Les clients sont plus enclins à répondre aux questions si celles-ci sont posées de manière directe et non conflictuelle. Vous
pouvez simplement lire à voix haute la question figurant sur la page ou la reformuler, selon le cas.Les questions de la Partie
B permettent d’identifier les problèmes auxquels peuvent faire face les clients LGBTTTIQ. Ces questions sont ouvertes afin
d’encourager les clients à fournir spontanément les renseignements dont ils ne comprendraient pas toute l’importance.
Certaines questions peuvent sembler redondantes. Il n’est pas forcément nécessaire de les poser toutes. Cependant, en le faisant, vous donnez au client la possibilité de
parler de tous les problèmes pertinents.
Le contenu des questions et la sensibilité du thérapeute ou conseiller sont très importants. L’ordre des questions et leur
énoncé exact le sont moins. La Partie B doit servir de guide pour vous permettre de comprendre les problèmes spécifiques de
toxicomanie ou de santé mentale que vivent vos clients LGBTTTIQ.

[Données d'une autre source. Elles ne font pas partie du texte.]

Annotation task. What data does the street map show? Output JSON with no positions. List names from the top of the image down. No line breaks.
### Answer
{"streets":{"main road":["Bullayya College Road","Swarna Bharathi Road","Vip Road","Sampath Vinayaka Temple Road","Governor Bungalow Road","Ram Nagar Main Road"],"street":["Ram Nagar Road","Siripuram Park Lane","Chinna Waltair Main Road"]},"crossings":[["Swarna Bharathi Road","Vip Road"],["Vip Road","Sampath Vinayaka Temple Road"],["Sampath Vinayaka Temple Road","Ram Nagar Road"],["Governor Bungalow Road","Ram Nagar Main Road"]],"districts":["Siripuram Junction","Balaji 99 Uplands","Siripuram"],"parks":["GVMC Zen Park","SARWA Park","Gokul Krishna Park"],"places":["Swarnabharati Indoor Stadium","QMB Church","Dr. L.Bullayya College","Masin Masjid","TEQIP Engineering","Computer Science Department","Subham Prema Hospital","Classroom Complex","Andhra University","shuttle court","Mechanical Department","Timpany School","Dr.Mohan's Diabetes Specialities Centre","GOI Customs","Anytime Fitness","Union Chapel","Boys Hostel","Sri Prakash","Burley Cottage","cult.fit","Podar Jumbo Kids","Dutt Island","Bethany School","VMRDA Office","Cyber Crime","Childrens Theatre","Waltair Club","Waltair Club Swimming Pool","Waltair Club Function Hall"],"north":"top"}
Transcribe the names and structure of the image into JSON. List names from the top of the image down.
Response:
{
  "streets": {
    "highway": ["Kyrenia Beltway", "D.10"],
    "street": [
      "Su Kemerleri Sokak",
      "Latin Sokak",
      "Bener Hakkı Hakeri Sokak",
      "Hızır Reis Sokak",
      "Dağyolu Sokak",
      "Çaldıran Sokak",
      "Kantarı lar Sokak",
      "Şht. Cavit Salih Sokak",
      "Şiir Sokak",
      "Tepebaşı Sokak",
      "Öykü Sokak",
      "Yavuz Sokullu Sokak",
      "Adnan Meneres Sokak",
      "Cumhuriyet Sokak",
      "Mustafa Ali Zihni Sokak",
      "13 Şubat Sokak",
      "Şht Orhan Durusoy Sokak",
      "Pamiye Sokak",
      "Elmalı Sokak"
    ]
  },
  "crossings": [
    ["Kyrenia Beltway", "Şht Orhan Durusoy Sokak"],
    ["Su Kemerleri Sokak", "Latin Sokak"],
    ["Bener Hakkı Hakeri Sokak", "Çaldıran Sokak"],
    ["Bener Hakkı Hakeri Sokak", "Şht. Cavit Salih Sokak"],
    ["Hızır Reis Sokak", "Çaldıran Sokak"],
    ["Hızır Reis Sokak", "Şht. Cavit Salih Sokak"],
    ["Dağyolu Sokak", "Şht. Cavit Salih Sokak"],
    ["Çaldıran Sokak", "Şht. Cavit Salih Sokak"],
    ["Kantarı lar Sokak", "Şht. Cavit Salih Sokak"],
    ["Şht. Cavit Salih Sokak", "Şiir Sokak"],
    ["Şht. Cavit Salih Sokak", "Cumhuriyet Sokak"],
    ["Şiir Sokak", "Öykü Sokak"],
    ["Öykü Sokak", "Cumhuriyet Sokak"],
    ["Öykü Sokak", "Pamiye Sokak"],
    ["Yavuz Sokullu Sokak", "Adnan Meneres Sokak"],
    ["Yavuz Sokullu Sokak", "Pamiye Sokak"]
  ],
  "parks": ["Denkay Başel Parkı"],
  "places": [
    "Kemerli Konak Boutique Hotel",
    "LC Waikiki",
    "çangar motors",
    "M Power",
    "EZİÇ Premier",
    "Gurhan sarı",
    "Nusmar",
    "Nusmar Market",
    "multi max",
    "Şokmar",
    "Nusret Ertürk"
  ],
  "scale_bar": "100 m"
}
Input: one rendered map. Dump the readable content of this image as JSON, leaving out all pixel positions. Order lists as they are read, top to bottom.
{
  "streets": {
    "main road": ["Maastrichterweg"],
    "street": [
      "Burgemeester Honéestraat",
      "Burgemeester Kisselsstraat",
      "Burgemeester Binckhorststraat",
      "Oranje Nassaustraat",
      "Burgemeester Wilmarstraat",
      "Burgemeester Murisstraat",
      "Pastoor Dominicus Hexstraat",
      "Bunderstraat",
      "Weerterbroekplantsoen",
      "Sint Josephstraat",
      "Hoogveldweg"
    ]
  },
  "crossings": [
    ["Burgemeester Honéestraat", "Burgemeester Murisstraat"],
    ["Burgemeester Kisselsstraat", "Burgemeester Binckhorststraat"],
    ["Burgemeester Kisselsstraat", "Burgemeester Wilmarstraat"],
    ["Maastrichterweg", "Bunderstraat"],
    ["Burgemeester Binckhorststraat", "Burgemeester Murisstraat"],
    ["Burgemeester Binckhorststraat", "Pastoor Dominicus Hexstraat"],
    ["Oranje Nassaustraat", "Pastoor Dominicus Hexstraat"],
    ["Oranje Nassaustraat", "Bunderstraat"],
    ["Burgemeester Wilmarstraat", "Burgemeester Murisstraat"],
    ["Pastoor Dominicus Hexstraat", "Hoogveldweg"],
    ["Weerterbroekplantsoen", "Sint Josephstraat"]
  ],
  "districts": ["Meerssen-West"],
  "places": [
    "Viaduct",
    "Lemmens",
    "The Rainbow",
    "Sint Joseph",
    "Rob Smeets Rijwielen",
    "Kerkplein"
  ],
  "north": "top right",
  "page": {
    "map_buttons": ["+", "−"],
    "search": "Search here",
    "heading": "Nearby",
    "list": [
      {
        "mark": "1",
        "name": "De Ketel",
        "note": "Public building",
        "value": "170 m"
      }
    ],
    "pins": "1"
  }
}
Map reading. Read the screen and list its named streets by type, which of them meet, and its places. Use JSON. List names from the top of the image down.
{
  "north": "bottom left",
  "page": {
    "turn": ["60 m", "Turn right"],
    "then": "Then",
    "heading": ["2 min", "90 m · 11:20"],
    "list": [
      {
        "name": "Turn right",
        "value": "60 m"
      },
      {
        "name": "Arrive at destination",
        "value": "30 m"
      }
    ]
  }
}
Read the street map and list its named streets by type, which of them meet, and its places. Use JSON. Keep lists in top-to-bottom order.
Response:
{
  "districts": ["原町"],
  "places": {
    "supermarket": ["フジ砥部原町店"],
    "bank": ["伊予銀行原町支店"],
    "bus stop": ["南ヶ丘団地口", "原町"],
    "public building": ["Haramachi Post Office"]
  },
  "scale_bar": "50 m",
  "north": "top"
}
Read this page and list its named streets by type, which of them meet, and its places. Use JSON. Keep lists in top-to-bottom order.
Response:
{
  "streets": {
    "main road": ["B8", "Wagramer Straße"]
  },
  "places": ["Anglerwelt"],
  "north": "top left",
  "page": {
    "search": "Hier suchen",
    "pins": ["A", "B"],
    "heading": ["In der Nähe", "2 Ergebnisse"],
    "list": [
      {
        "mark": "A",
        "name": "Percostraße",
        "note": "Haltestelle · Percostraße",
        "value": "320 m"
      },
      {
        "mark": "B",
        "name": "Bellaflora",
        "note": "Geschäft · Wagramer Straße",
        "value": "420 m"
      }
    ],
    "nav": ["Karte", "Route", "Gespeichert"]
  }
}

Validez avec eux les problèmes qu’ils évoquent. Rappelez-vous que les personnes marginalisées subissent un stress pénible
et parfois traumatisant.
« L’évaluation s’est très bien passée pour moi, parce que j’ai compris qu’il ne s’agissait pas simplement d’une question de
sexualité, mais que certains problèmes vécus par les lesbiennes et les gays pouvaient influencer leur toxicomanie ou être
vécus différemment. »
« Si je cachais quelque chose et que j’hésitais à en parler, je me sentirais déjà un peu plus à l’aise en entendant la personne
m’interroger sur le sujet. Je commencerais à réfléchir, en me disant : ‘Tiens, peut-être pas aujourd’hui, mais peut-être la
prochaine fois, je pourrai parler de ça.’ »
« Parce qu’ils ne se sentent pas en sécurité, [les clients] ne diront jamais, ‘Oui, je suis gay ou lesbienne.’ Ils sont donc
placés dans le groupe général. Et quand je les revois quatre ans plus tard, ils me disent, ‘je suis allé ici et là, mais ça
n’a pas marché pour moi parce que je n’ai jamais pu résoudre les problèmes liés à l’affirmation de mon identité.’ ‘Bon, peut-être
que si vous en aviez parlé…’ ‘C’est vrai, mais on ne me l’a jamais demandé.’ »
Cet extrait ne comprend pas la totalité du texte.